We have shown that it can be done, and when somebody shows you that something can be done, you get brave about going and trying something on your own.

Are we close to reaching the military's goal of replacing one-third of ground vehicles with unmanned cars by 2015? And on the flip side, are you excited about seeing this technology emerge in the consumer car market, like many of the teams are working toward?
Tether: There's no question that it has a consumer value. And in fact, if you really think about it, what it will do in the consumer market is the same thing that we're looking at doing in the military market and that is to save lives.

So do you think we're on track to meet that 2015 goal?
Tether: I do. I believe that the military right now is using autonomous vehicles more than they have, but not necessarily direct descendants of any of ours. We have shown that it can be done. And when somebody shows you that something can be done, you get brave about going and trying something on your own. General Dynamics, for example, has a semi-autonomous vehicle that they're selling to the military--semi-autonomous in that if it gets into trouble, it sort of calls home and a person helps it out. The Israelis are using semi-autonomous vehicles for patrolling the Gaza strip.

A lot of professors say that the DARPA of the '60s and '70s doesn't exist anymore because funds have been radically cut. Do you agree with that assessment?
Tether: No. In the '60s, DARPA's budget was $200 million or $300 million, and most of that money was tied up in things like Ballistic Missile Defense. DARPA's budget today is $3 billion. Now, even with all your inflation figures, that just doesn't inflate the $3 billion. We have a lot of money and we spend it again on areas where we believe (it) will make the greatest impact.

We look for ideas that will make an enormous impact, and then we fund them not to bring them all the way, but to prove the technical feasibility. So anytime somebody gives you that (assessment of DARPA), you really need to ask them the following question: how many ideas have they submitted to DARPA that has not been accepted?

So what R&D concepts from DARPA are helping to protect troops now serving in Iraq?
We're doing things that range all the way from prosthetics that (an amputee can control) by his brain to developing techniques (that) will allow people to survive a blood loss of over 60 percent.

What are the top three advances to come out of DARPA in the last five years would you say?
Tether: Let's see, we've revolutionized the whole computer science industry by moving into cognitive processing, that is, computers that learn you as opposed to you having to learn them. Stanford Research, by the way, in Menlo Park is a major contractor in that area. We've also done a lot in biology, again for finding ways for people out in the battlefield to be able to survive their environment.

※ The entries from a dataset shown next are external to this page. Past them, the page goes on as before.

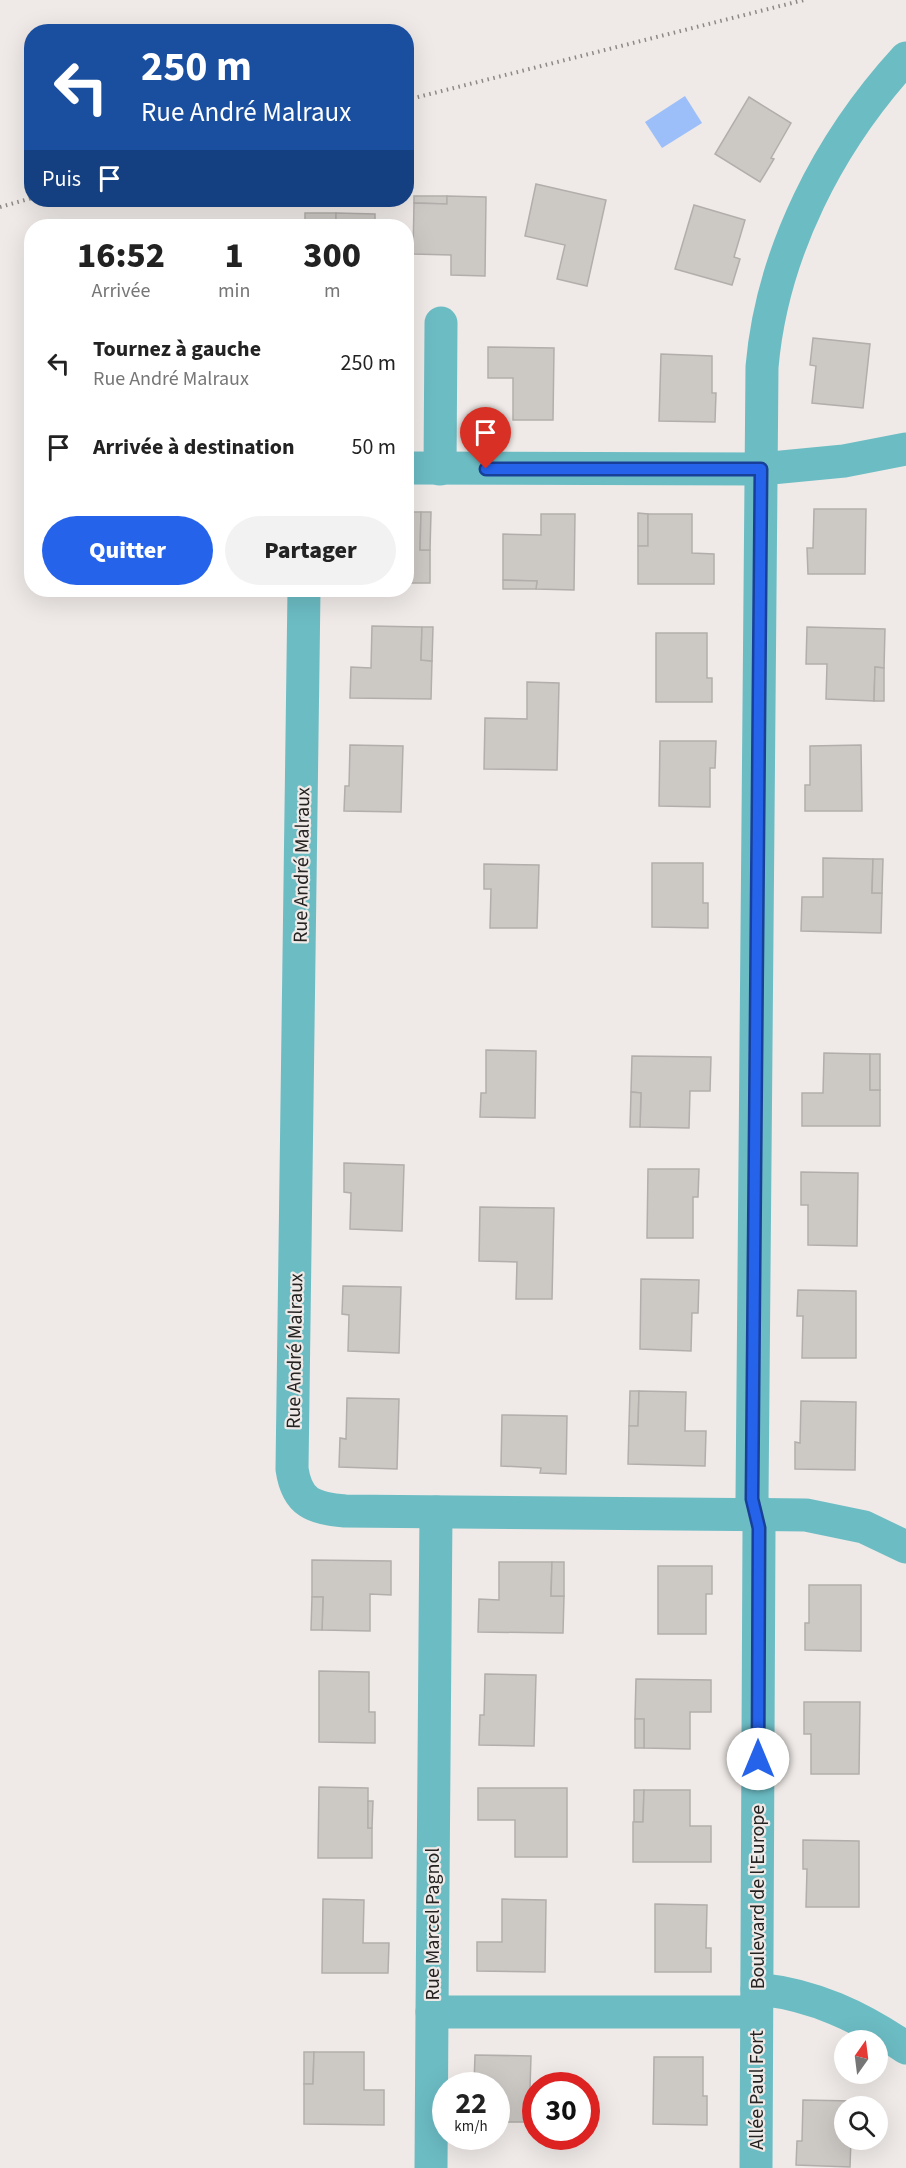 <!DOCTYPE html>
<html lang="fr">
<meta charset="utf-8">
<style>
body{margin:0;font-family:"Source Sans 3",sans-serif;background:#f2f2f2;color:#222;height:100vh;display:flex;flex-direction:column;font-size:22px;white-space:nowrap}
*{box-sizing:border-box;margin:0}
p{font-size:20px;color:#767676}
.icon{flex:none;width:33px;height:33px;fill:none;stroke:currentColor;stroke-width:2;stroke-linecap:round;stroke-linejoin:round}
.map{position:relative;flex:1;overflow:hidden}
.sheet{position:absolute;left:24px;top:219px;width:390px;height:378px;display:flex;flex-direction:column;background:#fff;border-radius:24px;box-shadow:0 6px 24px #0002}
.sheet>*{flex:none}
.top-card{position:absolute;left:24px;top:24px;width:390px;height:183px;border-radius:24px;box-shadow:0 6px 24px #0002;background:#1a4fa0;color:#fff;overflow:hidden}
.needle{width:39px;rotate:14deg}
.fabs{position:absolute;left:834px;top:2030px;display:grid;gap:12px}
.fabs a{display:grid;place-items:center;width:54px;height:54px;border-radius:50%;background:#fff;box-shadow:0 6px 24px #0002;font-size:30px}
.speed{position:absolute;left:432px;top:2072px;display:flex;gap:12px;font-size:30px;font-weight:700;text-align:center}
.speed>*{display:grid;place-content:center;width:78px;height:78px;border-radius:50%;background:#fff;box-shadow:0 6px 24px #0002;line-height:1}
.speed small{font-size:15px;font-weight:400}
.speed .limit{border:9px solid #d22;background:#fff;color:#111}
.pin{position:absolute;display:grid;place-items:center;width:51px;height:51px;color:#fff;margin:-62px -26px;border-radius:50% 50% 50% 0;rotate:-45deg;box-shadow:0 0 6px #0007}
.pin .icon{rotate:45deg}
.me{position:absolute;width:66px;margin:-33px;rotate:0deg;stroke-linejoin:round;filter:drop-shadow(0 0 4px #0008)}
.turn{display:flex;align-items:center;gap:21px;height:126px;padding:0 18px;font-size:27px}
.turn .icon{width:78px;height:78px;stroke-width:2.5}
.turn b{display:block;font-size:42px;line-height:51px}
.then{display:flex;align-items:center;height:57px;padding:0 18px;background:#0003;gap:12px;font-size:22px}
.eta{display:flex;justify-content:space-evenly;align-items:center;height:102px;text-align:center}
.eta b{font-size:36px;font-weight:800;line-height:42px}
.button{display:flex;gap:12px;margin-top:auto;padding:12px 18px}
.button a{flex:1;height:69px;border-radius:36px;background:#2563eb;color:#fff;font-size:24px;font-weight:800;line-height:69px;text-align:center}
.button a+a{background:#f2f2f2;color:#222}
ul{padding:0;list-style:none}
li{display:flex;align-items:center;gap:18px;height:84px;padding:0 18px}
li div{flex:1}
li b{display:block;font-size:22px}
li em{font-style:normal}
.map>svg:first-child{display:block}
.water{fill:#9cbffa}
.building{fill:#ccc8c4;stroke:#b2aeab;stroke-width:1.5}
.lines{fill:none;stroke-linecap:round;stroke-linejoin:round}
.path{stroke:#8d8987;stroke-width:4;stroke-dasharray:1.5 4.5;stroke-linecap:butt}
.minor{stroke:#6cbcc4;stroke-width:33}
.route-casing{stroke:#184099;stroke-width:15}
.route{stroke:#2563eb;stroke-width:10}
.labels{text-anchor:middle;stroke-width:4.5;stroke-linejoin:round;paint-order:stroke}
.street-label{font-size:20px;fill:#242322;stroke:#efeae7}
</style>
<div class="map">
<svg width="906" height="2168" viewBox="0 0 906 2168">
<rect width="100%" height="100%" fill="#efeae7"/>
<polygon class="water" points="685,96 702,123 662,148 645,122"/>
<g class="building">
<polygon points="749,97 791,123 771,158 774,159 760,182 715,154"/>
<polygon points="536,184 606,200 587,286 557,279 565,245 525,236"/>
<polygon points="414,196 447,196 447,204 414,203"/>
<polygon points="447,196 486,197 485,276 451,275 451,255 413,254 414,203 447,204"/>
<polygon points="694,205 745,220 734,257 740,259 732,285 675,269"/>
<polygon points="305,213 336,213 336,223 305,222"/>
<polygon points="336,213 375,214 375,226 305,226 305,222 336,223"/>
<polygon points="813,338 870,344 863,408 812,403 816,366 810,365"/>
<polygon points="488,347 554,348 553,420 513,420 513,378 488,378"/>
<polygon points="661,354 712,356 712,393 716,393 715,422 659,421"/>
<polygon points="814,509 866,509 865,574 808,574 807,548 813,548"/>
<polygon points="406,512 421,512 420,550 430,550 430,583 406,583"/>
<polygon points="421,512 431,512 430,550 420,550"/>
<polygon points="638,513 648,514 648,546 638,546"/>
<polygon points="541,514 575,514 574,590 536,589 537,581 503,580 503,534 541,535"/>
<polygon points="648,514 692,514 692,553 714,554 714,584 638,584 638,546 648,546"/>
<polygon points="503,580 537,581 536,589 503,589"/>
<polygon points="372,626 422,627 421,660 432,661 431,699 350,698 351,667 371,668"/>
<polygon points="422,627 433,627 432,661 421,660"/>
<polygon points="807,627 885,629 884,668 875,667 874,701 826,699 827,664 806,664"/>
<polygon points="656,633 707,633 707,678 712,678 712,702 656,702"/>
<polygon points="875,667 884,668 884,701 874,701"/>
<polygon points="527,682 559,683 557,770 484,769 485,718 527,719"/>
<polygon points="660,741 716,741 715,768 710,768 710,807 659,806"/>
<polygon points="350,745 403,746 401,812 344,811 345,786 349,786"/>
<polygon points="861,745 862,811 805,811 805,785 810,785 810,746"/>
<polygon points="823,858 873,859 872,893 882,893 881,933 801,931 802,897 823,897"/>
<polygon points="873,859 883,859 882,893 872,893"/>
<polygon points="652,863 703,863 703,903 708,903 708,928 652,927"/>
<polygon points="484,864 539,865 537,928 490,928 491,889 484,889"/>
<polygon points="486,1050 536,1051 535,1118 480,1117 481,1093 486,1093"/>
<polygon points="824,1053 870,1054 870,1090 880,1090 880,1126 802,1126 802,1093 823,1093"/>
<rect x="870" y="1054" width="10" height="36"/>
<polygon points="632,1056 711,1057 710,1091 690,1091 689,1128 640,1127 641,1093 631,1092"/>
<polygon points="631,1092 641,1093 640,1127 630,1127"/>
<polygon points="344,1163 404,1165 402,1231 350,1229 351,1193 344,1192"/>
<polygon points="648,1169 699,1169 698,1197 693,1197 693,1238 647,1238"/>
<polygon points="801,1172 858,1173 857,1246 808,1245 808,1205 801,1205"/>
<polygon points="480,1207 554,1208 552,1299 516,1299 517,1262 479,1261"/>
<polygon points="641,1279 699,1280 698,1313 692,1313 691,1351 640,1349"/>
<polygon points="343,1286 401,1287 399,1353 348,1351 349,1315 342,1314"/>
<polygon points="798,1290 856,1291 856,1358 802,1358 803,1316 797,1316"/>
<polygon points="630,1391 639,1391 638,1426 629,1426"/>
<polygon points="639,1391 686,1392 685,1431 706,1431 705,1466 628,1464 629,1426 638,1426"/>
<polygon points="347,1398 399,1399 397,1469 339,1467 340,1438 346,1439"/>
<polygon points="801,1401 856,1402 855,1470 795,1469 795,1442 800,1443"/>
<polygon points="502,1415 567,1416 566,1474 540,1473 541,1468 501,1466"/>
<polygon points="312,1560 391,1561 391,1595 370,1594 370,1631 322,1630 323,1597 312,1597"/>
<polygon points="499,1562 552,1562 551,1596 564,1596 563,1633 478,1632 479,1599 499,1600"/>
<polygon points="552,1562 564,1562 564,1596 551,1596"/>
<polygon points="658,1566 712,1566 712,1594 706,1594 706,1634 658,1634"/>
<polygon points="809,1585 861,1585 861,1651 805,1650 805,1623 809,1623"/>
<polygon points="312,1597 323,1597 322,1630 311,1630"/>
<polygon points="319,1671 369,1672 369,1712 375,1712 375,1743 319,1742"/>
<polygon points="485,1674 536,1675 534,1746 479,1745 480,1715 484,1715"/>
<polygon points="636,1679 711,1680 711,1712 690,1712 690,1749 644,1748 644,1719 635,1719"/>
<polygon points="804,1702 860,1702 859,1774 811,1774 811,1734 804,1734"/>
<rect x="635" y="1719" width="9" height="29"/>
<polygon points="319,1787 368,1788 368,1828 372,1828 372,1858 318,1858"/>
<polygon points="478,1788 567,1788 567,1857 515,1857 515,1820 478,1820"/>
<polygon points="634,1790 644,1790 643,1822 634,1822"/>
<polygon points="644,1790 690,1790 690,1826 711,1826 711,1862 633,1862 633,1822 643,1822"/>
<polygon points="368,1801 373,1801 372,1828 368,1828"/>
<polygon points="803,1840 859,1841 859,1907 806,1907 807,1869 803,1869"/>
<polygon points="323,1899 364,1900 363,1943 389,1943 388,1973 322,1973"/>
<polygon points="502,1899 546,1900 545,1972 477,1971 477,1942 502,1942"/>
<polygon points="655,1904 707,1905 706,1948 711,1948 711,1972 655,1972"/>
<polygon points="304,2052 314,2052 313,2084 304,2084"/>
<polygon points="314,2052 364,2052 364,2090 384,2090 384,2125 304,2124 304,2084 313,2084"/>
<polygon points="475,2055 531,2056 529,2122 496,2122 496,2085 474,2084"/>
<polygon points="654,2057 703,2057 703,2096 707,2096 707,2125 653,2124"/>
<polygon points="803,2100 852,2101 852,2106 844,2106 844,2139 851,2139 850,2167 796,2165 797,2141 802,2141"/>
</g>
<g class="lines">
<g class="path">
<polyline points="406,100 804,0"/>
<polyline points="0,207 32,198"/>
</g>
<g class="minor">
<polyline points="406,468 761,469 844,461 906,449"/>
<polyline points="440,469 441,323"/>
<path d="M304,590L292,1469C297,1503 313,1508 345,1511L806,1515L864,1527L906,1547"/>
<polyline points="436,1512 432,2012 756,2012"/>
<path d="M757,1989C813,1994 861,2017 906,2048"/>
<polyline points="431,2168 432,2012"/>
<path d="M756,2168L759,1529L752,1499L762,367C772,252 829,142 906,58"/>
</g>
</g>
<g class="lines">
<defs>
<polyline id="route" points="486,469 761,469 752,1499 759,1528 758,1759"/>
</defs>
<use href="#route" class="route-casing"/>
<use href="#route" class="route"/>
</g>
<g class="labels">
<g class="street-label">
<text transform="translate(301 865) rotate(-89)" y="7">Rue André Malraux</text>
<text transform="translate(294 1351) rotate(-89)" y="7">Rue André Malraux</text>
<text transform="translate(757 1897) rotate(-90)" y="7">Boulevard de l'Europe</text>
<text transform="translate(432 1924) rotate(-90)" y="7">Rue Marcel Pagnol</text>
<text transform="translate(756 2090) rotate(-90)" y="7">Allée Paul Fort</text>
</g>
</g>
</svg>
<div class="fabs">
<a><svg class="needle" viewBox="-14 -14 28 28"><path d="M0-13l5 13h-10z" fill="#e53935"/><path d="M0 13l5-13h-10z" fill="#767676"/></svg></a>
<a><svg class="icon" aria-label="search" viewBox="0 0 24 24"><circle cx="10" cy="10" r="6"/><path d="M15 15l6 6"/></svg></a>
</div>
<div class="speed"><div>22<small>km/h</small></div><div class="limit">30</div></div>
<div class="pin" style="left:486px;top:469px;background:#d93025"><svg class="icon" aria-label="arrive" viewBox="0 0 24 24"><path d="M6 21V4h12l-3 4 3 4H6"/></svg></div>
<svg class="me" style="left:758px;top:1759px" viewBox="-20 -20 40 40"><circle r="19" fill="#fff"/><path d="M0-13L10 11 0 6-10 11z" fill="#2563eb"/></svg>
<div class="top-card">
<div class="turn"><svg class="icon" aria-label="left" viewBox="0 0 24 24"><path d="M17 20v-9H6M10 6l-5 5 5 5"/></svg><div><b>250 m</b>Rue André Malraux</div></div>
<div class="then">Puis<svg class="icon" aria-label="arrive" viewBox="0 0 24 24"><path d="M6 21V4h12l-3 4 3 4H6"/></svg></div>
</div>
<section class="sheet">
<div class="eta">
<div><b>16:52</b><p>Arrivée</p></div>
<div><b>1</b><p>min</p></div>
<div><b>300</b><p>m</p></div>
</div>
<ul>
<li><svg class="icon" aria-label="left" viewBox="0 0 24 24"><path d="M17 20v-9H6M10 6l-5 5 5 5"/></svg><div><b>Tournez à gauche</b><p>Rue André Malraux</p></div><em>250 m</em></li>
<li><svg class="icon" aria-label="arrive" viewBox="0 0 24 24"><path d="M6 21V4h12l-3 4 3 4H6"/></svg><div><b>Arrivée à destination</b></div><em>50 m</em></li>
</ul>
<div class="button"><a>Quitter</a><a>Partager</a></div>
</section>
</div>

Then wireless, I guess. If you take your cell phone, you might think that you're wireless and you are. But there's a big infrastructure called towers that really make it work. And what we proved and have developed is the ability to have no infrastructure and still have total cellular wireless type of communication. That's important from a military viewpoint because when we go into an area, we don't have time to build the towers. Now that's also going to be a big commercial thing because if somebody doesn't have to build the infrastructure to have a wireless network, that means that the cost for it is much less than somebody who does, (and it) gives them a great price advantage. Those are three, but I'm not supposed to have favorites.

Will there be more Grand Challenges?
Tether: We don't know. We'll evaluate that after this one and see where we go from there.